Terrorism is always about economics: about making the price to opponents too high. Al Qaeda speaks about "bleeding the West into bankruptcy," the Viet Cong spoke about "sapping the will to fight."

It's also often about economic gain for the terrorists themselves. This is why terrorism is sometimes supported by larger or more "legitimate" organizations or states: because it can be economically profitable, if only because it's a way to make war on the cheap. The US employed the mujahadeen in Afghanistan against the Soviet Union because it kept the cost of that conflict, in both dollars and US lives, very low. US and British corporations sold arms to the Nazis for a very long time before their respective governments finally decided the possible future costs outweighted the current profits. Wealthy Southerners encouraged dumb shit-kickers to violently oppose integration in order to keep their own hands clean. The conflict in Northern Ireland continues because the gangsters who perpetuate it can use others to continually destabilize the situation in order to profit from guns, drugs, and extortion.

Poverty breeds violence. Economic disparity across class, race, ethnic, religious, or national boundaries breeds resentment and provides easy targets for terrorist rhetoric. A rhetoric of "shock and awe" will not heal these resentments: it only feeds them.

The poor are not stupid. It's a terrible outgrowth of the Judeo-Christian (and particularly Protestant) cosmology that poverty is presumed to be divinely-intended. Thus the poor are poor "because they deserve it," and, by implication, because they're stupid. This is a convenient presumption: it means that poverty--and its repair--is the poor's own responsibility, not that of the world community. But it is false. The roots of poverty, and thus of terrorism, are a product of global economic interdependence

Policy-makers in the west, and especially in the US executive branch, have consistently and historically underestimated, misunderstood, or blithely ignored the actual motives behind foreign populations' behaviors and actions: in Sudan, in Gaza, in Northern Ireland, in the Civil Rights Era American South, in Lebanon, in Cuba.
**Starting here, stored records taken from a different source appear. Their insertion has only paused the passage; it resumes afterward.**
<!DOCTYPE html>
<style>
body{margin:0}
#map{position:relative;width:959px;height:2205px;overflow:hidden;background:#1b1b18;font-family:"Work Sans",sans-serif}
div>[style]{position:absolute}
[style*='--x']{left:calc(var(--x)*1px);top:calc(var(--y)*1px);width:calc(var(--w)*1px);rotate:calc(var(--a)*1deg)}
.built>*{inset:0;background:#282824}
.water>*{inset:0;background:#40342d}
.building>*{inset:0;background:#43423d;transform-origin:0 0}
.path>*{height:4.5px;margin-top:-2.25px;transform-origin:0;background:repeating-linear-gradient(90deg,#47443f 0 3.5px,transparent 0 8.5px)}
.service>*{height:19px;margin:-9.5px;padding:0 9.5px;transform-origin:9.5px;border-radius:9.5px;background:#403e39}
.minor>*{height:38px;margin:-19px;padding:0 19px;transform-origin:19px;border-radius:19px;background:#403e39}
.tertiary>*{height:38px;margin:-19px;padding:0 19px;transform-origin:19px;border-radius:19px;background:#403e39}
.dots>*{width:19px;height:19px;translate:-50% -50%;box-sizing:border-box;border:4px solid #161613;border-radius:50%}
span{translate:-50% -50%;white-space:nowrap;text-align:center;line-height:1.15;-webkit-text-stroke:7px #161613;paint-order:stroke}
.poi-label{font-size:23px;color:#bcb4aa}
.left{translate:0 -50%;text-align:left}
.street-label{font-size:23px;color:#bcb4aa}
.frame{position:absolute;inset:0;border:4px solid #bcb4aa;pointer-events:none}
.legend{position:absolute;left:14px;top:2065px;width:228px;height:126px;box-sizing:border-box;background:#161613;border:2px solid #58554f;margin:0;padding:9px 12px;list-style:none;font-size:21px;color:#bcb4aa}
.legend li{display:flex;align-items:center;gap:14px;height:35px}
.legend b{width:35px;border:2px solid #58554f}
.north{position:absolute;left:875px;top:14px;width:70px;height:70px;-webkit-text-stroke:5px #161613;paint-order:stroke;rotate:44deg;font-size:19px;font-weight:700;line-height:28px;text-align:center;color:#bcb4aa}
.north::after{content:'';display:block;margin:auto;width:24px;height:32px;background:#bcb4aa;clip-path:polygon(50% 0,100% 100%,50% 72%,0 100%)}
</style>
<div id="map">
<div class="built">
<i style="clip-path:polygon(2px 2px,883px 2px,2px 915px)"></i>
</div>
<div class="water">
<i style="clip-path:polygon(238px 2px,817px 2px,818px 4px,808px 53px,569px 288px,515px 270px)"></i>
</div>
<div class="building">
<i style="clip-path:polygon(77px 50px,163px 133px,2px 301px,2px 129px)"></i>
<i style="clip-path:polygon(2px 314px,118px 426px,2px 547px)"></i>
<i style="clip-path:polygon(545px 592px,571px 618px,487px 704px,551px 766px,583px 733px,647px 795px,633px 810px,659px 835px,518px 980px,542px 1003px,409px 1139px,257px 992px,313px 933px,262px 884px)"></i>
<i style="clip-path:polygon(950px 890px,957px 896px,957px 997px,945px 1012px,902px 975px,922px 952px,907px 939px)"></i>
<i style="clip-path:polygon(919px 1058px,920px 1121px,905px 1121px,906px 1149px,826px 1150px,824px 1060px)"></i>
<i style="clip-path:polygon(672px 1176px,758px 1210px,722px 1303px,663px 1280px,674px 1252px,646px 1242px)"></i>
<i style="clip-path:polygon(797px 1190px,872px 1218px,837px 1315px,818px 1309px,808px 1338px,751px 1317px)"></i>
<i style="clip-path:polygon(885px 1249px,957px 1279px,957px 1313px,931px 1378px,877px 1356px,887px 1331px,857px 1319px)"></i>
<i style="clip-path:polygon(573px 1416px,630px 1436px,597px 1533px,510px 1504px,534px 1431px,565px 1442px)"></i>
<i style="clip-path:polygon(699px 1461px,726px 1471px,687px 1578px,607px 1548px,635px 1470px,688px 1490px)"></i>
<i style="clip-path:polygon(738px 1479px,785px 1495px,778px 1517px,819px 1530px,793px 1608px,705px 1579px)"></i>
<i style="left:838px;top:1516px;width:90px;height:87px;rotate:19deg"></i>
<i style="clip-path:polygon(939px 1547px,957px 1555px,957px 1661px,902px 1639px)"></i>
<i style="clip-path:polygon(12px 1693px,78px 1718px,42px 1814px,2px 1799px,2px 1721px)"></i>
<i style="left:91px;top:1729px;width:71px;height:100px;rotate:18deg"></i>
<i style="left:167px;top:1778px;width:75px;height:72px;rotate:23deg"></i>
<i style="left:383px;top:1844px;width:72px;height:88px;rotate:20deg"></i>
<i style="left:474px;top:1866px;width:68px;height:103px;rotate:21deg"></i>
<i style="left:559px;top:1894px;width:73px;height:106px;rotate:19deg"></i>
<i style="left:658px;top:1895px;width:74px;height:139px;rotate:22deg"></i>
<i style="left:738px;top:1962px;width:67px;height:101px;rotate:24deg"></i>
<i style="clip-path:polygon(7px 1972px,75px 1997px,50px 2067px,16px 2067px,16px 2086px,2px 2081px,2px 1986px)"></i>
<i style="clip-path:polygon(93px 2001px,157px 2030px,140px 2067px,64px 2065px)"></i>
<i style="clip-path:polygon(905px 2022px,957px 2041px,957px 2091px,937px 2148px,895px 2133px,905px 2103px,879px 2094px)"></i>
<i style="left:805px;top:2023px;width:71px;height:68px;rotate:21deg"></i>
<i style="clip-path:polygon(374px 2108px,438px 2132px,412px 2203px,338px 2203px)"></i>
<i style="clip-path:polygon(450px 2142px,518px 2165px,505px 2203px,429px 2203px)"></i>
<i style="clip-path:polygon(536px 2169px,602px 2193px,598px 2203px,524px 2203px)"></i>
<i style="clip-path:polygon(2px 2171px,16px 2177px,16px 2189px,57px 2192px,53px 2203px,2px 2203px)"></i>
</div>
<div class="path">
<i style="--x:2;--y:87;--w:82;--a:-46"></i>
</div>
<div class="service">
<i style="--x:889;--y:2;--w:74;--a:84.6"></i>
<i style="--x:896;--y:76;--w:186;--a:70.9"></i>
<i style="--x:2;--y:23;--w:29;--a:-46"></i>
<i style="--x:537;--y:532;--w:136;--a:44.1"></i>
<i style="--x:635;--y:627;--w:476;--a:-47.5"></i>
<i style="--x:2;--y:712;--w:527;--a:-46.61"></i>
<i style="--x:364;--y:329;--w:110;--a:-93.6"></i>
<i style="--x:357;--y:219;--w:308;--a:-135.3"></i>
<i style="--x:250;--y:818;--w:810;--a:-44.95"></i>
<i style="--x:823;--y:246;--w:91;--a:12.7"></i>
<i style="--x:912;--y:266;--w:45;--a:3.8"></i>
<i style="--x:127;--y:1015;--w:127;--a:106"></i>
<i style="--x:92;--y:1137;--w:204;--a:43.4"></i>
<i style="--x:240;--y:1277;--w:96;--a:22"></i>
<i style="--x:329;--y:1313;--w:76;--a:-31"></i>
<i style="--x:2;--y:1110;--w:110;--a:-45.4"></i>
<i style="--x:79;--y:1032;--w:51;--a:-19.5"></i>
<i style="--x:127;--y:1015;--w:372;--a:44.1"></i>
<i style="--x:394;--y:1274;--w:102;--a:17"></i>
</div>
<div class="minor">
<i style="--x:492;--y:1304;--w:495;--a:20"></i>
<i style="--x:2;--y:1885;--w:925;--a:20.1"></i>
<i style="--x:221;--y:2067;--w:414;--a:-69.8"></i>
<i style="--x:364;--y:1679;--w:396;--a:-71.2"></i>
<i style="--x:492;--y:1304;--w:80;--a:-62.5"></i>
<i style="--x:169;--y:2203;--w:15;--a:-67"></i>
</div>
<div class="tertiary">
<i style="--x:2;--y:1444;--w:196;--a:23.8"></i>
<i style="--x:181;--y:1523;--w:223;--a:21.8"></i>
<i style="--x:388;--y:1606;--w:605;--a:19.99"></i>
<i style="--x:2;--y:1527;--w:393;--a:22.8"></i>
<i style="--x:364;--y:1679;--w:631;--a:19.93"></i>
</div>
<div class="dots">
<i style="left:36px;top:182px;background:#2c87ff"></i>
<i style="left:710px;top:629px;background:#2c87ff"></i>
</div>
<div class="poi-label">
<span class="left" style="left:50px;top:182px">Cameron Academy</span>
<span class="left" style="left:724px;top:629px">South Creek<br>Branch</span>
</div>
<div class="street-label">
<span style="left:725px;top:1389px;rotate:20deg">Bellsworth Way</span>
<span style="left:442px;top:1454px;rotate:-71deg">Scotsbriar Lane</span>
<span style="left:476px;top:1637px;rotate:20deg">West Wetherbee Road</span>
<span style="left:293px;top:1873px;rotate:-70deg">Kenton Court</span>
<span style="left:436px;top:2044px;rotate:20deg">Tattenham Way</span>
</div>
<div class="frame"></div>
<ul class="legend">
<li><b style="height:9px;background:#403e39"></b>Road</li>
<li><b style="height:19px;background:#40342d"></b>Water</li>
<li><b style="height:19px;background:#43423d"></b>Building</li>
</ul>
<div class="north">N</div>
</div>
It has always been easier to whip up domestic support for overseas conflict by oversimplifying, concealing, or lying about the other side's legitimate complaints. It's also usually been lucrative.

The corporate executives who make international economic decisions and the politicians who they purchase to execute those decisions are the children, grand-children, and proponents of privilege. They do not know what poverty feels like, even though they are often wealthy as a result of it. Rather than understand, recognize, or admit the global and economic bases for poverty, and working to alleviate them, it is thus easier and far more profitable for national governments to claim that terrorists are "fanatics" who "hate our liberty."
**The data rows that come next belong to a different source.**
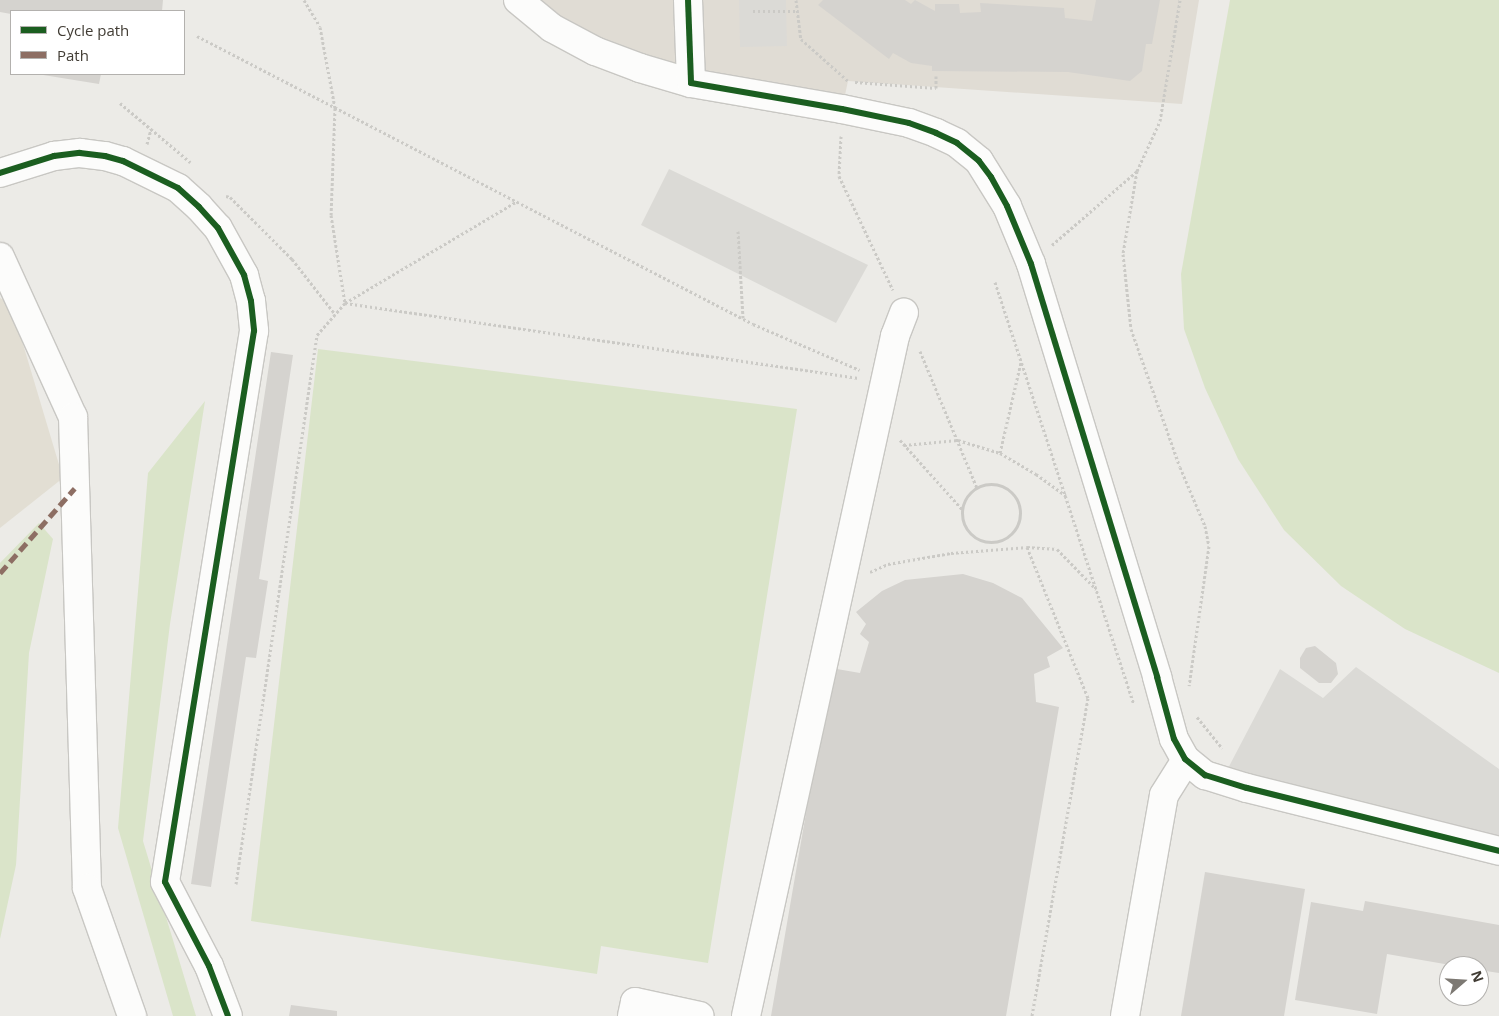 <!DOCTYPE html>
<html>
<head>
<meta charset="utf-8">
<style>
  body { margin:0 }
  #map { position:relative; width:1499px; height:1016px; overflow:hidden; background:#ecebe7; font-family:"Open Sans",sans-serif }
  div>[style] { position:absolute }
  [style*='--x'] { left:calc(var(--x)*1px); top:calc(var(--y)*1px); width:calc(var(--w)*1px); rotate:calc(var(--a)*1deg) }
  .residential>* { inset:0; background:#e0dcd4 }
  .education>* { inset:0; background:#e2ded3 }
  .green>* { inset:0; background:#dae4c9 }
  .parking>* { inset:0; background:#dbdad6 }
  .building>* { inset:0; background:#d5d3cf }
  .path>* { height:3px; margin-top:-1.5px; transform-origin:0; background:repeating-linear-gradient(90deg,#cbcac6 0 2.5px,transparent 0 5px) }
  .path>.ring { margin:-1.5px; padding:0; box-sizing:content-box; background:none; border:3px solid #cbcac6; border-radius:50% }
  .roads { filter:drop-shadow(1px 0 #c8c7c3) drop-shadow(-1px 0 #c8c7c3) drop-shadow(0 1px #c8c7c3) drop-shadow(0 -1px #c8c7c3) }
  .minor>* { height:28px; margin:-14px; padding:0 14px; transform-origin:14px; border-radius:14px; background:#fcfcfb }
  .quiet>* { height:5px; margin-top:-2.5px; transform-origin:0; background:repeating-linear-gradient(90deg,#8d6e63 0 10px,transparent 0 15px) }
  .cycleway>* { height:6px; margin:-3px; padding:0 3px; transform-origin:3px; border-radius:3px; background:#1b5e20 }
  span { translate:-50% -50%; white-space:nowrap; text-align:center; line-height:1.15; -webkit-text-stroke:4px #fff; paint-order:stroke }
  .legend { position:absolute; left:10px; top:10px; width:175px; height:65px; box-sizing:border-box; background:#fff; border:1px solid #b3b1ae; margin:0; padding:6px 9px; list-style:none; font-size:15px; color:#413c34 }
  .legend li { display:flex; align-items:center; gap:10px; height:25px }
  .legend b { width:25px; border:1px solid #b3b1ae }
  .north { position:absolute; left:1439px; top:956px; width:50px; height:50px; box-sizing:border-box; background:#fff; border:1px solid #b3b1ae; border-radius:50%; rotate:71deg; font-size:14px; font-weight:700; line-height:20px; text-align:center; color:#413c34 }
  .north::after { content:''; display:block; margin:auto; width:18px; height:22px; background:#7d7973; clip-path:polygon(50% 0,100% 100%,50% 72%,0 100%) }
</style>
</head>
<body>
<div id="map">
  <div class="residential">
    <div style="clip-path:polygon(518px 0,1199px 0,1182px 104px,848px 81px,842px 109px,691px 83px)"></div>
  </div>
  <div class="education">
    <div style="clip-path:polygon(0 298px,11px 304px,63px 478px,0 528px)"></div>
  </div>
  <div class="green">
    <div style="clip-path:polygon(1230px 0,1499px 0,1499px 673px,1405px 629px,1341px 586px,1284px 530px,1238px 459px,1205px 388px,1184px 329px,1181px 274px)"></div>
    <div style="clip-path:polygon(318px 349px,797px 409px,708px 963px,601px 946px,597px 974px,251px 921px)"></div>
    <div style="clip-path:polygon(205px 401px,170px 624px,143px 841px,196px 1016px,173px 1016px,118px 828px,148px 473px)"></div>
    <div style="clip-path:polygon(39px 523px,53px 539px,29px 653px,16px 865px,0 939px,0 563px)"></div>
  </div>
  <div class="parking">
    <div style="clip-path:polygon(739px 0,786px 0,787px 46px,740px 47px)"></div>
    <div style="clip-path:polygon(669px 169px,868px 265px,836px 323px,641px 225px)"></div>
    <div style="clip-path:polygon(1356px 667px,1499px 769px,1499px 847px,1224px 776px,1280px 669px,1323px 698px)"></div>
  </div>
  <div class="building">
    <div style="clip-path:polygon(0 0,163px 0,162px 11px,11px 11px,11px 14px,0 12px)"></div>
    <div style="clip-path:polygon(823px 0,905px 0,911px 4px,915px 0,935px 11px,935px 4px,959px 4px,960px 13px,981px 12px,980px 3px,1064px 8px,1065px 18px,1092px 21px,1096px 0,1160px 0,1152px 44px,1146px 44px,1142px 71px,1130px 81px,1068px 72px,932px 71px,932px 66px,911px 63px,893px 53px,889px 59px,818px 5px)"></div>
    <div style="clip-path:polygon(37px 74px,101px 74px,99px 84px)"></div>
    <div style="clip-path:polygon(271px 352px,293px 355px,259px 579px,268px 581px,256px 658px,246px 657px,211px 887px,191px 884px)"></div>
    <div style="clip-path:polygon(963px 574px,993px 583px,1022px 598px,1063px 648px,1047px 657px,1050px 667px,1034px 674px,1036px 702px,1059px 707px,1006px 1016px,771px 1016px,831px 668px,860px 673px,869px 642px,860px 634px,866px 624px,856px 612px,882px 591px,905px 580px)"></div>
    <div style="clip-path:polygon(1315px 646px,1336px 663px,1338px 674px,1331px 683px,1319px 683px,1300px 668px,1300px 658px,1306px 648px)"></div>
    <div style="clip-path:polygon(1205px 872px,1305px 889px,1284px 1016px,1181px 1016px)"></div>
    <div style="clip-path:polygon(1365px 901px,1499px 925px,1499px 973px,1479px 970px,1479px 966px,1456px 966px,1387px 954px,1377px 1014px,1295px 1000px,1311px 902px,1363px 911px)"></div>
    <div style="clip-path:polygon(291px 1005px,337px 1011px,337px 1016px,289px 1016px)"></div>
  </div>
  <div class="path">
    <div style="--x:304;--y:0;--w:31;--a:59"></div>
    <div style="--x:320;--y:27;--w:82;--a:79.5"></div>
    <div style="--x:335;--y:108;--w:107;--a:92.1"></div>
    <div style="--x:331;--y:215;--w:89;--a:81"></div>
    <div style="--x:345;--y:303;--w:519;--a:8.3"></div>
    <div style="--x:796;--y:0;--w:39;--a:83"></div>
    <div style="--x:801;--y:39;--w:63;--a:41.8"></div>
    <div style="--x:753;--y:11;--w:45;--a:0"></div>
    <div style="--x:197;--y:36;--w:626;--a:27.38"></div>
    <div style="--x:753;--y:324;--w:116;--a:23.3"></div>
    <div style="--x:855;--y:82;--w:81;--a:4.2"></div>
    <div style="--x:936;--y:88;--w:12;--a:-90"></div>
    <div style="--x:120;--y:103;--w:92;--a:40.1"></div>
    <div style="--x:841;--y:136;--w:40;--a:92.9"></div>
    <div style="--x:839;--y:176;--w:126;--a:64.7"></div>
    <div style="--x:147;--y:144;--w:16;--a:-75"></div>
    <div style="--x:1137;--y:171;--w:84;--a:99.6"></div>
    <div style="--x:1123;--y:254;--w:75;--a:83.9"></div>
    <div style="--x:1131;--y:329;--w:146;--a:70.5"></div>
    <div style="--x:1180;--y:467;--w:64;--a:67"></div>
    <div style="--x:1205;--y:526;--w:20;--a:79"></div>
    <div style="--x:1209;--y:546;--w:141;--a:98.1"></div>
    <div style="--x:226;--y:196;--w:4;--a:14"></div>
    <div style="--x:230;--y:197;--w:88;--a:45"></div>
    <div style="--x:292;--y:259;--w:70;--a:52"></div>
    <div style="--x:738;--y:231;--w:87;--a:86.7"></div>
    <div style="--x:1052;--y:245;--w:113;--a:-41"></div>
    <div style="--x:1137;--y:171;--w:55;--a:-65.3"></div>
    <div style="--x:1160;--y:121;--w:123;--a:-80.6"></div>
    <div style="--x:995;--y:282;--w:444;--a:71.8"></div>
    <div style="--x:920;--y:351;--w:148;--a:67.4"></div>
    <div style="--x:900;--y:440;--w:93;--a:48.1"></div>
    <div style="--x:904;--y:445;--w:54;--a:-5.3"></div>
    <div style="--x:958;--y:440;--w:44;--a:17.2"></div>
    <div style="--x:1000;--y:453;--w:42;--a:30.3"></div>
    <div style="--x:1036;--y:474;--w:37;--a:36"></div>
    <div style="--x:1000;--y:453;--w:93;--a:-77"></div>
    <div class="ring" style="left:962px;top:484px;width:55px;height:55px"></div>
    <div style="--x:1027;--y:547;--w:163;--a:68"></div>
    <div style="--x:1088;--y:698;--w:323;--a:100"></div>
    <div style="--x:870;--y:572;--w:20;--a:-24"></div>
    <div style="--x:888;--y:564;--w:64;--a:-9.9"></div>
    <div style="--x:951;--y:553;--w:76;--a:-4.5"></div>
    <div style="--x:1027;--y:547;--w:30;--a:4"></div>
    <div style="--x:1057;--y:549;--w:56;--a:45.7"></div>
    <div style="--x:1197;--y:717;--w:40;--a:51"></div>
    <div style="--x:236;--y:884;--w:555;--a:-81.61"></div>
    <div style="--x:317;--y:335;--w:43;--a:-48.8"></div>
    <div style="--x:345;--y:303;--w:199;--a:-30.6"></div>
  </div>
  <div class="roads">
    <div class="minor">
      <div style="--x:518;--y:0;--w:44;--a:39.5"></div>
      <div style="--x:552;--y:28;--w:49;--a:28.1"></div>
      <div style="--x:595;--y:51;--w:48;--a:20.7"></div>
      <div style="--x:640;--y:68;--w:53;--a:16.4"></div>
      <div style="--x:691;--y:83;--w:153;--a:9.8"></div>
      <div style="--x:842;--y:109;--w:68;--a:11.8"></div>
      <div style="--x:909;--y:123;--w:29;--a:20"></div>
      <div style="--x:936;--y:133;--w:23;--a:25"></div>
      <div style="--x:957;--y:143;--w:28;--a:39"></div>
      <div style="--x:979;--y:161;--w:53;--a:58.1"></div>
      <div style="--x:1007;--y:206;--w:63;--a:67.5"></div>
      <div style="--x:1031;--y:264;--w:432;--a:73"></div>
      <div style="--x:1157;--y:677;--w:64;--a:74.7"></div>
      <div style="--x:1174;--y:739;--w:23;--a:61"></div>
      <div style="--x:1185;--y:759;--w:26;--a:39"></div>
      <div style="--x:1205;--y:775;--w:44;--a:17.2"></div>
      <div style="--x:1247;--y:788;--w:260;--a:14"></div>
      <div style="--x:688;--y:0;--w:83;--a:87.9"></div>
      <div style="--x:0;--y:173;--w:57;--a:-17.5"></div>
      <div style="--x:54;--y:156;--w:26;--a:-7"></div>
      <div style="--x:80;--y:153;--w:25;--a:7"></div>
      <div style="--x:105;--y:156;--w:19;--a:16"></div>
      <div style="--x:123;--y:161;--w:61;--a:26.1"></div>
      <div style="--x:178;--y:188;--w:28;--a:42"></div>
      <div style="--x:199;--y:207;--w:28;--a:48"></div>
      <div style="--x:218;--y:228;--w:54;--a:61"></div>
      <div style="--x:244;--y:275;--w:27;--a:75"></div>
      <div style="--x:251;--y:301;--w:30;--a:84"></div>
      <div style="--x:254;--y:331;--w:558;--a:99.18"></div>
      <div style="--x:165;--y:882;--w:95;--a:62.4"></div>
      <div style="--x:209;--y:966;--w:53;--a:69.2"></div>
      <div style="--x:0;--y:257;--w:176;--a:65.5"></div>
      <div style="--x:73;--y:417;--w:471;--a:88.3"></div>
      <div style="--x:87;--y:888;--w:136;--a:70.6"></div>
      <div style="--x:632;--y:1016;--w:14;--a:-78"></div>
      <div style="--x:635;--y:1002;--w:66;--a:12.2"></div>
      <div style="--x:746;--y:1016;--w:696;--a:-77.64"></div>
      <div style="--x:895;--y:336;--w:25;--a:-69"></div>
      <div style="--x:1125;--y:1016;--w:224;--a:-80"></div>
      <div style="--x:1164;--y:795;--w:41;--a:-57.8"></div>
    </div>
  </div>
  <div class="quiet">
    <div style="--x:0;--y:573;--w:113;--a:-48.6"></div>
  </div>
  <div class="cycleway">
    <div style="--x:688;--y:0;--w:83;--a:87.9"></div>
    <div style="--x:691;--y:83;--w:153;--a:9.8"></div>
    <div style="--x:842;--y:109;--w:68;--a:11.8"></div>
    <div style="--x:909;--y:123;--w:29;--a:20"></div>
    <div style="--x:936;--y:133;--w:23;--a:25"></div>
    <div style="--x:957;--y:143;--w:28;--a:39"></div>
    <div style="--x:979;--y:161;--w:20;--a:53"></div>
    <div style="--x:991;--y:177;--w:33;--a:61"></div>
    <div style="--x:1007;--y:206;--w:63;--a:67.5"></div>
    <div style="--x:1031;--y:264;--w:432;--a:73"></div>
    <div style="--x:1157;--y:677;--w:64;--a:74.7"></div>
    <div style="--x:1174;--y:739;--w:23;--a:61"></div>
    <div style="--x:1185;--y:759;--w:26;--a:39"></div>
    <div style="--x:1205;--y:775;--w:44;--a:17.2"></div>
    <div style="--x:1247;--y:788;--w:260;--a:14"></div>
    <div style="--x:0;--y:173;--w:57;--a:-17.5"></div>
    <div style="--x:54;--y:156;--w:26;--a:-7"></div>
    <div style="--x:80;--y:153;--w:25;--a:7"></div>
    <div style="--x:105;--y:156;--w:19;--a:16"></div>
    <div style="--x:123;--y:161;--w:61;--a:26.1"></div>
    <div style="--x:178;--y:188;--w:28;--a:42"></div>
    <div style="--x:199;--y:207;--w:28;--a:48"></div>
    <div style="--x:218;--y:228;--w:54;--a:61"></div>
    <div style="--x:244;--y:275;--w:27;--a:75"></div>
    <div style="--x:251;--y:301;--w:30;--a:84"></div>
    <div style="--x:254;--y:331;--w:558;--a:99.18"></div>
    <div style="--x:165;--y:882;--w:95;--a:62.4"></div>
    <div style="--x:209;--y:966;--w:53;--a:69.2"></div>
  </div>
  <ul class="legend">
  <li><b style="height:6px;background:#1b5e20"></b>Cycle path</li>
  <li><b style="height:6px;background:#8d6e63"></b>Path</li>
  </ul>
  <div class="north">N</div>
</div>
</body>
</html>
But the poor are often sophisticated observers of their own economic conditions. They often do know why they're poor. They often do blame "us", or at least our governments. They don't hate our liberty: they may very well hate the greed, selfishness, opportunism, or wilful ignorance of our governments.

And so the resentment the poor might feel toward those who are richer is often based in an accurate analysis--and thus is responsive to the violent rhetoric of terrorists.

If we want terrorism to end, we must all work to eradicate the conditions of poverty which are the roots of receptivity to terrorist rhetoric. And we can do this, by relentlessly pushing our national governments to forgive debt, subsidize anti-epidemic drugs, invest in third-world infrastructures, develop economical and appropriate subsistence farming techniques, work to limit globalization's impact on the poor, use sanctions against repressive regimes, promote education across the globe, lower our consumption of fossil fuels and the world's resources, educate ourselves about other cultures, use our damned passports.

We are all in this together. We can defeat terrorism only by choking it off at the roots.

Peace.

See also Patrick Doherty's thoughtful, impassioned response to the London bombings.

Note that PD surmises that the bombing's goals may well have included shifting the G-8 topics away from debt relief, AIDS, and global warming and back to terrorism. If this is allowed to happen, then Al Qaeda is once again controlling the agenda, and those crucial other topics will once again be ignored, thus reinforcing the cycle of poverty, anger, and terror.

As of 3:02pm CDT, this is precisely what has happened. George Bush is probably delighted: more justification for his "war on terror," the one area in which some Americans still believe he's doing a competent job; no awkward questions about the Kyoto agreement, the non-existent WMD's, or why the US contribution to African debt relief is so despicably small.

Addenda July 11: in re/ paragraph above, this is precisely what Bush has done.